How do I know if I am emotionally addicted to love?

Who has never felt a “hook” for someone they knew or were in love with? Is keeping this person close our top priority?

Sometimes we can feel something like an addiction, not related to a specific substance or activity, but to a person around us.

    What is emotional addiction?

    Affective dependence is defined as: “The extreme need for an emotional type that a person feels towards another in their relationship with them.”

    This emotional dependence comes from the hand of a feeling of lack of self-identity, with a loss of connection between what you feel, what you need and what you desire, and with a great lack of personal investment.

    We will see what are the strongest characteristics and beliefs of an emotionally dependent person.

      What characteristics of the person are associated with emotional dependence?

      These are mainly the lack of self-esteem (having a negative concept) but also the lack of assertiveness and social skills. expressing different opinions, avoiding conflicts …

      A person with low self-esteem doesn’t necessarily end up in emotionally dependent relationships, but it’s something that makes it more likely.

      The warning signs of emotional addiction are as follows.

      1. Fear of loneliness

      This fear this is very common in people who haven’t learned how beneficial it is to be with themselves, spend quality time alone to listen to each other, get to know each other and pamper yourself. We confuse being alone and feeling alone, and it’s not the same!

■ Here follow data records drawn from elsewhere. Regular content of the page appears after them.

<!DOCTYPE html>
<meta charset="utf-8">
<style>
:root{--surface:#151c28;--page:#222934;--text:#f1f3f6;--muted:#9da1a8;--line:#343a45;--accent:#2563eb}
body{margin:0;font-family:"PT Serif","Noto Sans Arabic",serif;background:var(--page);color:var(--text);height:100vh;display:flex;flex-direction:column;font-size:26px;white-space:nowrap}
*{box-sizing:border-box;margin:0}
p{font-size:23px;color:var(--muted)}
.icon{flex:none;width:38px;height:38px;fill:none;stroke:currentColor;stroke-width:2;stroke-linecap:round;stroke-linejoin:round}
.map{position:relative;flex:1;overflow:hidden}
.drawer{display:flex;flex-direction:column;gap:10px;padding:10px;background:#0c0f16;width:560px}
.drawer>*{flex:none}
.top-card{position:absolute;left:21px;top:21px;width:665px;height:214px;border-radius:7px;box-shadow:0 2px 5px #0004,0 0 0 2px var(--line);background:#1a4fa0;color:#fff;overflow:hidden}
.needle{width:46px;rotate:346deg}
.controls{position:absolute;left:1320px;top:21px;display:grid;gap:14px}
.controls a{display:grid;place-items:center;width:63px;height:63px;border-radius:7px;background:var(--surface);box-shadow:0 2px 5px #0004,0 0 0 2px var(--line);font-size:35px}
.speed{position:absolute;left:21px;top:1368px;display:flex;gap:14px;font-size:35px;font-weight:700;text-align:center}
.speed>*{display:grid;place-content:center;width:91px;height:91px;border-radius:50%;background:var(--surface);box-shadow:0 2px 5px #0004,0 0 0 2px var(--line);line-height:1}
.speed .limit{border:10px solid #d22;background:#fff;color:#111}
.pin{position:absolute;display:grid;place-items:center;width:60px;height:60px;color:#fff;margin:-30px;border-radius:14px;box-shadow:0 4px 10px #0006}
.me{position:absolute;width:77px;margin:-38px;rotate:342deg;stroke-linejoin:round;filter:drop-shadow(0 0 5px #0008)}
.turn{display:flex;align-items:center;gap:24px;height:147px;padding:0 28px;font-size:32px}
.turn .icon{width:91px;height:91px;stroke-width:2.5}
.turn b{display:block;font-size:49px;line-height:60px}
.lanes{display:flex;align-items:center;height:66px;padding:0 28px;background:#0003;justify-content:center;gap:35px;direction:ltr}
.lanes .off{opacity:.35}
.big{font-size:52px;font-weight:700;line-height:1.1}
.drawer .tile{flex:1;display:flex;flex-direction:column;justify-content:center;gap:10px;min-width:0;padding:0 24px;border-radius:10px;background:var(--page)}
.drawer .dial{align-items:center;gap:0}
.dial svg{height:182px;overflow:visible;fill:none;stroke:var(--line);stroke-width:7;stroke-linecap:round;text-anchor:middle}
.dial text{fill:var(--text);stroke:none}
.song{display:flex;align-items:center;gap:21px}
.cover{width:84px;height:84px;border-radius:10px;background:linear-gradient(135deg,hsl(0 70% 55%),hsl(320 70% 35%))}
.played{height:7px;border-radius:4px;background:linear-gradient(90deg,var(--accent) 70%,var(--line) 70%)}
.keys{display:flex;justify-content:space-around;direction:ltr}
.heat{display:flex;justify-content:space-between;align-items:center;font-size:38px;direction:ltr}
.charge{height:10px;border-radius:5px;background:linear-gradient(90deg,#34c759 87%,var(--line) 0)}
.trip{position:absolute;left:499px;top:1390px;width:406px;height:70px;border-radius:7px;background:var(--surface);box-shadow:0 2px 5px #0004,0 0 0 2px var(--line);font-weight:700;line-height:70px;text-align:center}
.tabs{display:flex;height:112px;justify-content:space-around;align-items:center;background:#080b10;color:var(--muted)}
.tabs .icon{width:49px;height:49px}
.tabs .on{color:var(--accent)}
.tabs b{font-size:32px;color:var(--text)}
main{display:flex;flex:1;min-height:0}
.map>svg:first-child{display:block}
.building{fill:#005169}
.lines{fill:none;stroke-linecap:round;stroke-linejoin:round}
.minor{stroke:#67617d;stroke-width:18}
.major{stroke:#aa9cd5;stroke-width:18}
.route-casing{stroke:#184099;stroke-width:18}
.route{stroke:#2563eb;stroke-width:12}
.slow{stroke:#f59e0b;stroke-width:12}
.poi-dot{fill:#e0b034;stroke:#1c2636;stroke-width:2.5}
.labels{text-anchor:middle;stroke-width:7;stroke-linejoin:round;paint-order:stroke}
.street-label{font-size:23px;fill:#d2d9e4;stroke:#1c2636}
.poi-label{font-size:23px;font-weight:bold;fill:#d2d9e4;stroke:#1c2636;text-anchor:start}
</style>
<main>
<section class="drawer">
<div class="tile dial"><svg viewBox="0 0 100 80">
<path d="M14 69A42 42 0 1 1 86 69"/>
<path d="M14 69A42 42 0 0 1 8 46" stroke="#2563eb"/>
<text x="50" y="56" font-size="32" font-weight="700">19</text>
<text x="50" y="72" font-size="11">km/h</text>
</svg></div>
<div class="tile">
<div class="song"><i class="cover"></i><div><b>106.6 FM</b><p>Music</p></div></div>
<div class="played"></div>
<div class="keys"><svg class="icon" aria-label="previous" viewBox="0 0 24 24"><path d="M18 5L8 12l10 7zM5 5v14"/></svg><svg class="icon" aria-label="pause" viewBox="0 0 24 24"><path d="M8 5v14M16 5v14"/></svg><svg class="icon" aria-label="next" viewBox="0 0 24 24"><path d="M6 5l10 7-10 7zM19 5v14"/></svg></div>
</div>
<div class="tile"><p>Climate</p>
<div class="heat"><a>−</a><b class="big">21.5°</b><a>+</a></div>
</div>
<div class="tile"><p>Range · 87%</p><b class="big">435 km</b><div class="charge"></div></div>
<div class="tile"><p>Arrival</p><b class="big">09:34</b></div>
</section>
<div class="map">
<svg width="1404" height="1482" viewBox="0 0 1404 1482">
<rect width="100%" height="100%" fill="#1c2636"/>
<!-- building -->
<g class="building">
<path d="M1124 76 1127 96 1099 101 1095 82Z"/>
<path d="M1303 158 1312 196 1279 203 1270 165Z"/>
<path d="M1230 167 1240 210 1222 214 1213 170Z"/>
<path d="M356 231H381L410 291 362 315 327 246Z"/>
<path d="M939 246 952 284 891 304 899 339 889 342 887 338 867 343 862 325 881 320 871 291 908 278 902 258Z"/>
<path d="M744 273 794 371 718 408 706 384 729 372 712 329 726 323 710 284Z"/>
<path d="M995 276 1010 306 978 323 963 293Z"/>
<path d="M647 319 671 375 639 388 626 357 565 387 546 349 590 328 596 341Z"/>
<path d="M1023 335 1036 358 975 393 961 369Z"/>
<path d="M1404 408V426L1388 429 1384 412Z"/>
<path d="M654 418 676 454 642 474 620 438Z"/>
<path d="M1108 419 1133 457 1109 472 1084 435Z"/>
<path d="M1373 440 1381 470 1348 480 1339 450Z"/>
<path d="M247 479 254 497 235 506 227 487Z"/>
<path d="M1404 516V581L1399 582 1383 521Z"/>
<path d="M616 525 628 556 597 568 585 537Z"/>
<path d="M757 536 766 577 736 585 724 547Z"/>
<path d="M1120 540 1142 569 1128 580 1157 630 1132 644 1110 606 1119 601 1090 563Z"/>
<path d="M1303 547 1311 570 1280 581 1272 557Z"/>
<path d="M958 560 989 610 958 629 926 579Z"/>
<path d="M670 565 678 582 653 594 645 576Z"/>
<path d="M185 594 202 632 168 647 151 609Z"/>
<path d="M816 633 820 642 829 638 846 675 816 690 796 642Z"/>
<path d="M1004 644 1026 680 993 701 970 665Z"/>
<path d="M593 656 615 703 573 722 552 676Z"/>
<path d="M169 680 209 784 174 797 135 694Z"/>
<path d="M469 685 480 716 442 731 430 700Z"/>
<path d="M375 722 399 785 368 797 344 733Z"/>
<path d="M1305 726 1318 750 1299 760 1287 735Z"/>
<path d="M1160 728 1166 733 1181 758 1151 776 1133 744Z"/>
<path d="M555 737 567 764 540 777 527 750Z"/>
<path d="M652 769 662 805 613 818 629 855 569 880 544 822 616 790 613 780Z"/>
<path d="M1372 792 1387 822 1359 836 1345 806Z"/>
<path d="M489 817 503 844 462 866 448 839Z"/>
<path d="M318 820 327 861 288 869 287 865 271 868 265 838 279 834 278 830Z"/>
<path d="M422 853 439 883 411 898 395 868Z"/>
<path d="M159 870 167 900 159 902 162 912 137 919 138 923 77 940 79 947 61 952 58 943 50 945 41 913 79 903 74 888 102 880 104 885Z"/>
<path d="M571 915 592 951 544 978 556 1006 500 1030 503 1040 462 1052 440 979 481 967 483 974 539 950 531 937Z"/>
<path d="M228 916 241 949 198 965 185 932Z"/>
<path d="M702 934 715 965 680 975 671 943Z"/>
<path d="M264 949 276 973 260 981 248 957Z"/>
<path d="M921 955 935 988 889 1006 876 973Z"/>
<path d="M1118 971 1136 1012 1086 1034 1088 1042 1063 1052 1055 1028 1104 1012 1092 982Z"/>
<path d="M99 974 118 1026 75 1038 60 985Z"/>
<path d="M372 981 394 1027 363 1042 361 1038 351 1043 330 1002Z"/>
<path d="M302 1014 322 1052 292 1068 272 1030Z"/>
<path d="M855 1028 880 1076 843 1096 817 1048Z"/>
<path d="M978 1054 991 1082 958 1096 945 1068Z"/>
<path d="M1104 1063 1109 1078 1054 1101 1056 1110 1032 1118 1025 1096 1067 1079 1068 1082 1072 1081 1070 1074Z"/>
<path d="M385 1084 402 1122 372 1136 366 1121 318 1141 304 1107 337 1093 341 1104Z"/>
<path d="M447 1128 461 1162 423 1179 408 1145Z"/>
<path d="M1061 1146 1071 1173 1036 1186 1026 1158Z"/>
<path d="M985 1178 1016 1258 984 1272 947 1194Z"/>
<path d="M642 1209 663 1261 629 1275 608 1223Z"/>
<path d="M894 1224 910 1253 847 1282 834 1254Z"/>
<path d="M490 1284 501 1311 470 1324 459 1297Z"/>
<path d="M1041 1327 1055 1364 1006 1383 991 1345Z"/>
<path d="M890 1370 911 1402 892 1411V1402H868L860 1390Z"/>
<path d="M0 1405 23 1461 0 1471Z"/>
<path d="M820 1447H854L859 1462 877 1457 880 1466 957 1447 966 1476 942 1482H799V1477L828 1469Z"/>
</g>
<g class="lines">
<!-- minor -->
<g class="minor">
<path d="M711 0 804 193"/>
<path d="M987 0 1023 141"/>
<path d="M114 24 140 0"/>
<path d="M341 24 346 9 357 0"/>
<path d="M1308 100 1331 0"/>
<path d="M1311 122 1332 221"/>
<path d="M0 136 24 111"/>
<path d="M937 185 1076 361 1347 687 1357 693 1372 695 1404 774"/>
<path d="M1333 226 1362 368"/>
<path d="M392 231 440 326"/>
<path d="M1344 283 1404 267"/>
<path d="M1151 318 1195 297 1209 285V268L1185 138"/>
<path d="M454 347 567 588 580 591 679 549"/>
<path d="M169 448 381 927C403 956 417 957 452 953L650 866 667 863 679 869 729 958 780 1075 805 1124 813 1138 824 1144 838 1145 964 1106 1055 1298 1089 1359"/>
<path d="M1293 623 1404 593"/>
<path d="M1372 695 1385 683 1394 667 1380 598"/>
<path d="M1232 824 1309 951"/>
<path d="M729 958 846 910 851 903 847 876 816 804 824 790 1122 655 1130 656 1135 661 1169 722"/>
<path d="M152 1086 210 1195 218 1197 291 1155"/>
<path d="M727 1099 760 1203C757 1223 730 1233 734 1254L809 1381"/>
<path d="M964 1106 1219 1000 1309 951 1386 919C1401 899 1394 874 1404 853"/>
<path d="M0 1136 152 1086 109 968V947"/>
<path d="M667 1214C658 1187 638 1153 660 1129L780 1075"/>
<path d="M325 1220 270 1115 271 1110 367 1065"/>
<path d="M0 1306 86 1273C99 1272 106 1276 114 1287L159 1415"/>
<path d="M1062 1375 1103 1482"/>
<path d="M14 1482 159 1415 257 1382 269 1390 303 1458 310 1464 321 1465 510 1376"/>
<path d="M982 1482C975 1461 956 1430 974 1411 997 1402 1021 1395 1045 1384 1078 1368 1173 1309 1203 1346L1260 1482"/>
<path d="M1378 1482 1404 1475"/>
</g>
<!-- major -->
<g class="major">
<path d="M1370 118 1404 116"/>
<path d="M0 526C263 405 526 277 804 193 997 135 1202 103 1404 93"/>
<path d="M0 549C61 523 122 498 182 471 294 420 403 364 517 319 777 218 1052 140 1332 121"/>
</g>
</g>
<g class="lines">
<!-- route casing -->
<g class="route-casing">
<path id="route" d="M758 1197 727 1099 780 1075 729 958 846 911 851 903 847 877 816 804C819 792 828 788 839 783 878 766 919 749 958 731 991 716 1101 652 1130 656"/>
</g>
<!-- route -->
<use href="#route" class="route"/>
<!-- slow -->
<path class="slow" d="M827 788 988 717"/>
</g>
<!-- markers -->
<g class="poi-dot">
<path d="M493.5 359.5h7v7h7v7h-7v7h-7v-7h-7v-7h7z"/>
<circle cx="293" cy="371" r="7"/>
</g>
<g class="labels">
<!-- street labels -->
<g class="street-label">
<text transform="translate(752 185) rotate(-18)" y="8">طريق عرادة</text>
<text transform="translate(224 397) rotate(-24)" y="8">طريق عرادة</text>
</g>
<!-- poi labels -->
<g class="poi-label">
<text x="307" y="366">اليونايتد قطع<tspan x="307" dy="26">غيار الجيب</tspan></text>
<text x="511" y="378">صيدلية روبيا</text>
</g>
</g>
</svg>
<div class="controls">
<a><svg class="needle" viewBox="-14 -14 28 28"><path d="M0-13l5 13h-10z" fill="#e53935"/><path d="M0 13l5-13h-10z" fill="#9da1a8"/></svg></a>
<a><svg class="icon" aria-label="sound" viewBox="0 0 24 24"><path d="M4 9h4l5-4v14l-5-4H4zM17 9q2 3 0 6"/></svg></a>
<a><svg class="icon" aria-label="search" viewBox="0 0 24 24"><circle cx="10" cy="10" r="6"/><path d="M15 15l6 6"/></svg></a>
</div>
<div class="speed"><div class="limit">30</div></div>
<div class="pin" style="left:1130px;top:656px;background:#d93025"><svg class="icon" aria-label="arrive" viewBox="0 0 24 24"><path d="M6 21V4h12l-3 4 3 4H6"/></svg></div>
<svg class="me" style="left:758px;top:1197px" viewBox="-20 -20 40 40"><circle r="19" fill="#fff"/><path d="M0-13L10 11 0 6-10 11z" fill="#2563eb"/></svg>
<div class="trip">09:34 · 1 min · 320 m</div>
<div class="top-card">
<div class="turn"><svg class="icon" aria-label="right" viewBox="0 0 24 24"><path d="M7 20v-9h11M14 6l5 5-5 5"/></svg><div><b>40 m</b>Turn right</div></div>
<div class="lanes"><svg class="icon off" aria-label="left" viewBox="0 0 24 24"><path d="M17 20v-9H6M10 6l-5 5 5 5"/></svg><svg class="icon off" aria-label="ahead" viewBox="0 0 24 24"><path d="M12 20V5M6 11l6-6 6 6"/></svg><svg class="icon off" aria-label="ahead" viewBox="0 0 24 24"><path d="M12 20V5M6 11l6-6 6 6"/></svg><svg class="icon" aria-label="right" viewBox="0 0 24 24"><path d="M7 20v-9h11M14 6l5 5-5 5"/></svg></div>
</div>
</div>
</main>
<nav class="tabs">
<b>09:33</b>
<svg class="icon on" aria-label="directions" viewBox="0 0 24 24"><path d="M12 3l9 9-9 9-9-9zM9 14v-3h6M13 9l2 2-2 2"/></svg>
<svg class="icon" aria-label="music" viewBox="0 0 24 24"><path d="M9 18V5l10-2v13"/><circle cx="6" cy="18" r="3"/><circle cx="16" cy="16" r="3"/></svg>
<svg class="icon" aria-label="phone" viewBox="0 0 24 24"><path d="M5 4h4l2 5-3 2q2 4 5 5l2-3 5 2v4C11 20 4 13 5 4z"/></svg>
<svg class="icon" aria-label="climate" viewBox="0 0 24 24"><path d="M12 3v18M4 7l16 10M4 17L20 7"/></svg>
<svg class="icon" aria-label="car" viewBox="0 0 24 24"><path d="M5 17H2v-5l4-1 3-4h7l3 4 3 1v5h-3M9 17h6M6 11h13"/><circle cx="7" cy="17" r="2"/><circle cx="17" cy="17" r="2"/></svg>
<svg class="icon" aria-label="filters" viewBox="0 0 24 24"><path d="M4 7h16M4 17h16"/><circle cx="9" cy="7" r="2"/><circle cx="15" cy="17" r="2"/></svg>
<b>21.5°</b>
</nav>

      The thoughts that give us a clue as to whether we are afraid of loneliness would be: “People always leave me”, “I cannot be happy without a partner”, “Singles are failed and unhappy people” …

        2. Fear of rupture, rejection, abandonment

        This fear is closely linked to the previous one, whereas a breakup or an abandonment of the couple leaves us alone.

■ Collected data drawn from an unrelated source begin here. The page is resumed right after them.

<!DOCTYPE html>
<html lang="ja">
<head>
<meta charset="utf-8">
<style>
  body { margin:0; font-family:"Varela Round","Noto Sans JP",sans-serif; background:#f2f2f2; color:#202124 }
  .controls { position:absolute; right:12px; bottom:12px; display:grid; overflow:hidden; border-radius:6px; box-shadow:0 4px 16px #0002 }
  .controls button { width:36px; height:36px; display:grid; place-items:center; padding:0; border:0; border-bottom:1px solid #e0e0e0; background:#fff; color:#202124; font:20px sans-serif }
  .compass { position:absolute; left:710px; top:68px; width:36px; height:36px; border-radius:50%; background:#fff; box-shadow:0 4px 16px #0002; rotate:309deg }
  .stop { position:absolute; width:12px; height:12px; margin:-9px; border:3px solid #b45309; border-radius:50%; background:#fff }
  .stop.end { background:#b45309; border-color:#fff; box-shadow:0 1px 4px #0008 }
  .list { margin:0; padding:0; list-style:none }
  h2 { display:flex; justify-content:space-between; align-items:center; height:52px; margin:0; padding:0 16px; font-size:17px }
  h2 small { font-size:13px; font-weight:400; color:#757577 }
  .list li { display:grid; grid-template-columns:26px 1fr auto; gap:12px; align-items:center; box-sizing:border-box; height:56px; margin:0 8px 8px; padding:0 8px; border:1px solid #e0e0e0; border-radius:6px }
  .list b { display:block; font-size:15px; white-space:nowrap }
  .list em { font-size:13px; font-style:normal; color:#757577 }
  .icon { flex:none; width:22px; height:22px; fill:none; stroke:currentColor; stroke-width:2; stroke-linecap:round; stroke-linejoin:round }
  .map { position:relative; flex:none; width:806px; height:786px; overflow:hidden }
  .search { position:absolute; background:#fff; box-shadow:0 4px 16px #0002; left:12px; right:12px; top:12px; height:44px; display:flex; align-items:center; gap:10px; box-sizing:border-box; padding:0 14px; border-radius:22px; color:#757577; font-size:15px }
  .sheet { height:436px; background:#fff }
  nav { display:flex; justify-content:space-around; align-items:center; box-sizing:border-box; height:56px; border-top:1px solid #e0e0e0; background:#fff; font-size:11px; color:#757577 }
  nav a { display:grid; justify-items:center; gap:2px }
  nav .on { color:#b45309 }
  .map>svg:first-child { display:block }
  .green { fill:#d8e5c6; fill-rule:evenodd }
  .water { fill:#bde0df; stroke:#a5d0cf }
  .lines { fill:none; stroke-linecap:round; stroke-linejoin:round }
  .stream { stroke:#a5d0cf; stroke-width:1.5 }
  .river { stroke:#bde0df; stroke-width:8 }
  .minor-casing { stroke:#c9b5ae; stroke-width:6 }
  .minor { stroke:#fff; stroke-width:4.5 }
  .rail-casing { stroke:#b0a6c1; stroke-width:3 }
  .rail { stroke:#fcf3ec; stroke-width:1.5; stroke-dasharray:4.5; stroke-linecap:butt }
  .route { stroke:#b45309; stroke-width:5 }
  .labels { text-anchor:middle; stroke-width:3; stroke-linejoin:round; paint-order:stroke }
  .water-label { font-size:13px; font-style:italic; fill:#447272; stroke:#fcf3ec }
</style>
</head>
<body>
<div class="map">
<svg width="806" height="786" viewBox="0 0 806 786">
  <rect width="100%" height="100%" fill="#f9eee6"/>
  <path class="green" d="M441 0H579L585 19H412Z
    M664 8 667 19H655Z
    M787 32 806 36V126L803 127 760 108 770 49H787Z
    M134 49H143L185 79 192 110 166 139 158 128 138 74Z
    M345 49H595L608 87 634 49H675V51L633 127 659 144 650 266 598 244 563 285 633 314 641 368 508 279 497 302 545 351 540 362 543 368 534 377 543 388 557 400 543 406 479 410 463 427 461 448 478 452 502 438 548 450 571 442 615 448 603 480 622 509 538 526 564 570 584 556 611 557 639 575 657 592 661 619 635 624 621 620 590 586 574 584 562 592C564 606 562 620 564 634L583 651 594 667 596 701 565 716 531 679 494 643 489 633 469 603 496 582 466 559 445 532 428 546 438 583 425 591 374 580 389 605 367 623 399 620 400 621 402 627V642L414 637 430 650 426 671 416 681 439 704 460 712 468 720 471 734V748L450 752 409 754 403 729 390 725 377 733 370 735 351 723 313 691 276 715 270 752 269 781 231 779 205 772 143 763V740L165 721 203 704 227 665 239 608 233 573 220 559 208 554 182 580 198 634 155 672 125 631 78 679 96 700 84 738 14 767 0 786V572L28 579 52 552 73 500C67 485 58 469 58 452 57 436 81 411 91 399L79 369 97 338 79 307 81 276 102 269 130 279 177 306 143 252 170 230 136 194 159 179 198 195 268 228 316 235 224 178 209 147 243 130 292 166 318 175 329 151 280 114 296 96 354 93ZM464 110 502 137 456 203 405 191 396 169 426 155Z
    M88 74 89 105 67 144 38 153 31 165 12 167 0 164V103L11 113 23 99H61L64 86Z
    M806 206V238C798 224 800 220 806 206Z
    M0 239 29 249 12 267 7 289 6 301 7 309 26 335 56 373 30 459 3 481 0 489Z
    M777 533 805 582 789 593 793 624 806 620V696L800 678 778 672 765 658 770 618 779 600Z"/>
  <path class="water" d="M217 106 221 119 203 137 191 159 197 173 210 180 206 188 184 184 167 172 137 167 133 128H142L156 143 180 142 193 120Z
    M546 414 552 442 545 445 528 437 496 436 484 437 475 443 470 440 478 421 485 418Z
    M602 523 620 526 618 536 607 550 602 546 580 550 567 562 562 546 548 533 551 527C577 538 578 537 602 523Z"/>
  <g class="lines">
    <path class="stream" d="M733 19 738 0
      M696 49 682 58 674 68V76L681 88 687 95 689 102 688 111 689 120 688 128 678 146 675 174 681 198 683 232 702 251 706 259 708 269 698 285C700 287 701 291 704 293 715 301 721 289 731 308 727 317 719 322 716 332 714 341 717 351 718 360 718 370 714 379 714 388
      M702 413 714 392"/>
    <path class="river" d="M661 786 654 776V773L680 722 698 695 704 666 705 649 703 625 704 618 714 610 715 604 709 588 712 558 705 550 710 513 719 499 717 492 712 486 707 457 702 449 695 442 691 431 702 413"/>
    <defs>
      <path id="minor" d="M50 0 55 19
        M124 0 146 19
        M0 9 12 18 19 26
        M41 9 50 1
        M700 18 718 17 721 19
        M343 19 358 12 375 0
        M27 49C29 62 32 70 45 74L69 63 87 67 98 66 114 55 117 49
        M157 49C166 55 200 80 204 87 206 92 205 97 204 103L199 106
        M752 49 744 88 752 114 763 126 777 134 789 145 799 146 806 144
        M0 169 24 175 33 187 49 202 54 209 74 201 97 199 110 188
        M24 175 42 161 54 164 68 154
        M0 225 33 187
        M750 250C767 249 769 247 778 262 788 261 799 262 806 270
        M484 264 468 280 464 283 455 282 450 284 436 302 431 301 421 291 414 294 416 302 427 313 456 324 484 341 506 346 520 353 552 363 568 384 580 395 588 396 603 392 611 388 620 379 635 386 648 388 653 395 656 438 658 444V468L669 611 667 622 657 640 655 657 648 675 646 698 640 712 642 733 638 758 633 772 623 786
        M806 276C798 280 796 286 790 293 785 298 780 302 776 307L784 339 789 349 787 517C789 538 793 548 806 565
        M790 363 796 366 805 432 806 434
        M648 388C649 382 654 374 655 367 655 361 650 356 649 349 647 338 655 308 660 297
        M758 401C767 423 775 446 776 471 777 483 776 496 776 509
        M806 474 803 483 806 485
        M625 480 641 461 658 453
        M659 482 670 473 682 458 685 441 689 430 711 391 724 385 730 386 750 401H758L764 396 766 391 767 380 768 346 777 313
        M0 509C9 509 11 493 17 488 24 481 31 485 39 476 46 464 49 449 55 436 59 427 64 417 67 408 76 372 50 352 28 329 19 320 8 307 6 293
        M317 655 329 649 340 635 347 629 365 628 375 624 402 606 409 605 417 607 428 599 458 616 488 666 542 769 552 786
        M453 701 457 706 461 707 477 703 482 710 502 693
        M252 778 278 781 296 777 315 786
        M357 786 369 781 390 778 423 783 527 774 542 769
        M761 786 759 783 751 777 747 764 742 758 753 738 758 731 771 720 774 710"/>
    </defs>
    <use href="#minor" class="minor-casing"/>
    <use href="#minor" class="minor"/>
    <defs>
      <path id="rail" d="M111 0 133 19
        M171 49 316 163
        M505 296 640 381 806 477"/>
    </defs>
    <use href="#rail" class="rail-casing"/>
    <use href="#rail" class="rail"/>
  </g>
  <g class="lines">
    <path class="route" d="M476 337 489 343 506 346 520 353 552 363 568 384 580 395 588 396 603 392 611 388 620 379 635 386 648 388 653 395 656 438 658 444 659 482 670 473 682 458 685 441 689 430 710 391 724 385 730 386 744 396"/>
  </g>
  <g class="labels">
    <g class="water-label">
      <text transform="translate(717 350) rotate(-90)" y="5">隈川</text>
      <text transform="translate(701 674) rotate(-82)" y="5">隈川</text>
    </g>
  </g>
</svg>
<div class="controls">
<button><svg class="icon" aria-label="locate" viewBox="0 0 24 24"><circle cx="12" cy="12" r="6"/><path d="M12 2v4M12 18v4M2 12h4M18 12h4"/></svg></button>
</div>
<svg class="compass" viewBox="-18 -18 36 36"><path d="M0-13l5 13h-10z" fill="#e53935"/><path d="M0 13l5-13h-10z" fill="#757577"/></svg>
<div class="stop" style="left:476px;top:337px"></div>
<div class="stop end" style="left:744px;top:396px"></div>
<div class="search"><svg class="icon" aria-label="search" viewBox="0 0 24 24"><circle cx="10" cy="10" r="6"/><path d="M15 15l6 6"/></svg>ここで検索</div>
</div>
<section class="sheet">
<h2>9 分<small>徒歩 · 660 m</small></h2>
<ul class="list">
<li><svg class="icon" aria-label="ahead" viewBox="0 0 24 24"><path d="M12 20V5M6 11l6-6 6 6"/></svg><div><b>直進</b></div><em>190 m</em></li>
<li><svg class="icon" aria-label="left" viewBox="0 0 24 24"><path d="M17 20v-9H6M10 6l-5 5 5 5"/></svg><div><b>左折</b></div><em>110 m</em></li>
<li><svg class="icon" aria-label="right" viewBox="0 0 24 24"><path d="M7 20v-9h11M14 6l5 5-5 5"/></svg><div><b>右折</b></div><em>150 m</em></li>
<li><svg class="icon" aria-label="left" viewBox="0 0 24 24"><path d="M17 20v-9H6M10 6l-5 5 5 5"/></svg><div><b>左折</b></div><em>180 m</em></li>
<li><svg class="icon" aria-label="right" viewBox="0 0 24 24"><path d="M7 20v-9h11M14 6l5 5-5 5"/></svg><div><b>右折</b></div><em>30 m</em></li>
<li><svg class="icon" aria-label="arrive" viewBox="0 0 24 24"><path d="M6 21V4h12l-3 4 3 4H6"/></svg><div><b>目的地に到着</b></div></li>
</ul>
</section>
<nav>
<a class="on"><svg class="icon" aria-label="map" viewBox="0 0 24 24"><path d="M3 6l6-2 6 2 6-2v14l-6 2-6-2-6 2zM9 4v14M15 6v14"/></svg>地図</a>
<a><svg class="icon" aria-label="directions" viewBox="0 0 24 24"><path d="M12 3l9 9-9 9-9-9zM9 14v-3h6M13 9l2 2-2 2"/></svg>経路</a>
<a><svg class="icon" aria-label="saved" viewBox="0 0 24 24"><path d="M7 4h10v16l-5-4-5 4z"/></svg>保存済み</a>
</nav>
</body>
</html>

        When there is a fear of breaking up, we tend to engage in all kinds of behaviors that assure us that it won’t happen.. And this kind of behavior is generally submissive in nature: we forget our limits as a sacrifice in favor of maintaining the relationship.

        For example, stopping doing things we like because our partner doesn’t share them, even if it’s perfectly compatible.

        In the event that the breakup finally occurs, it will be refused and unsuccessful attempts will be made to reestablish the relationship, so it will also take much longer to recover.

        Key thoughts on the fear of breaking up son:

        • Demanding ideas like “I should love and love my partner above all” “I have to be the perfect partner”
        • Catastrophic ideas “it would be terrible for me to leave, I couldn’t get over it”
        • Absolutist ideas “that’s it for me, I’ll never get over it”
        • Ideas on the need “I need it like air to breathe”
        • Negative anticipations: “what if he left me…? what if you know another one? “

        3. Control / area exercised and received / accepted

        It may happen that they exist two perfectly complementary roles, the controller and the submissive, and in these cases, relationships are more durable, because their members need each other.

        The typical irrational thoughts of the controlling person have to do with this need for control: “It’s horrible when things don’t turn out the way I want them to. “

        On the other hand, the typical crazy thoughts of the submissive person they have to do with the need for affection and approval and to perceive as probable the break-up or the abandonment:

        • Ideas of need: “I need to be with this person”, “I need to be loved and approved by others”, “I need someone stronger to rely on”

        • Ideas anticipating catastrophes: “if I don’t do what he asks me to do, he will leave me”, “I will be left alone”.

        • Related article: “The 30 Signs of Psychological Abuse in a Relationship”

        4. Jealousy, desire for exclusivity

        Jealousy is a manifestation of the desire for exclusivity towards the other and has several phases: anger, rage, humiliation, anxiety, sadness and depression.

        It’s okay to be jealous when it’s punctual and you don’t become obsessed with the idea of ​​infidelity. They become problematic as soon as they produce hypervigilance and controlling behaviors that deteriorate the relationship.

        Thoughts revolve around the unwarranted suspicion of possible infidelity, attributing much of the other person’s actions to evidence that deceives or will deceive us in the future, such as when he is kind to others or when ‘it’s coming later than expected.

        5. Disproportionate priority of the couple

        When the couple is ahead, in a long list of vital priorities, our needs, well-being, dignity or personal projects, then we run the risk of getting lost.

        We are going to devote a tremendous amount of energy to just one area of ​​our life and there are many!

        6. Self-limitation

        A common belief when we limit ourselves to ourselves is that “personal interests should be abandoned for those of the couple”.

        In a healthy relationship, both parties include added value and bring their own interests, hobbies, projects, which must have equal space. Ideally, there should be a shared space for compatible activities that benefit both and, on the other hand, that personal and indispensable living space.

        If you’ve felt identified with any of these thoughts, and more importantly, think it’s an issue you’ve dragged out, maybe it’s time to seek professional advice. Learn to live healthier and freer relationships!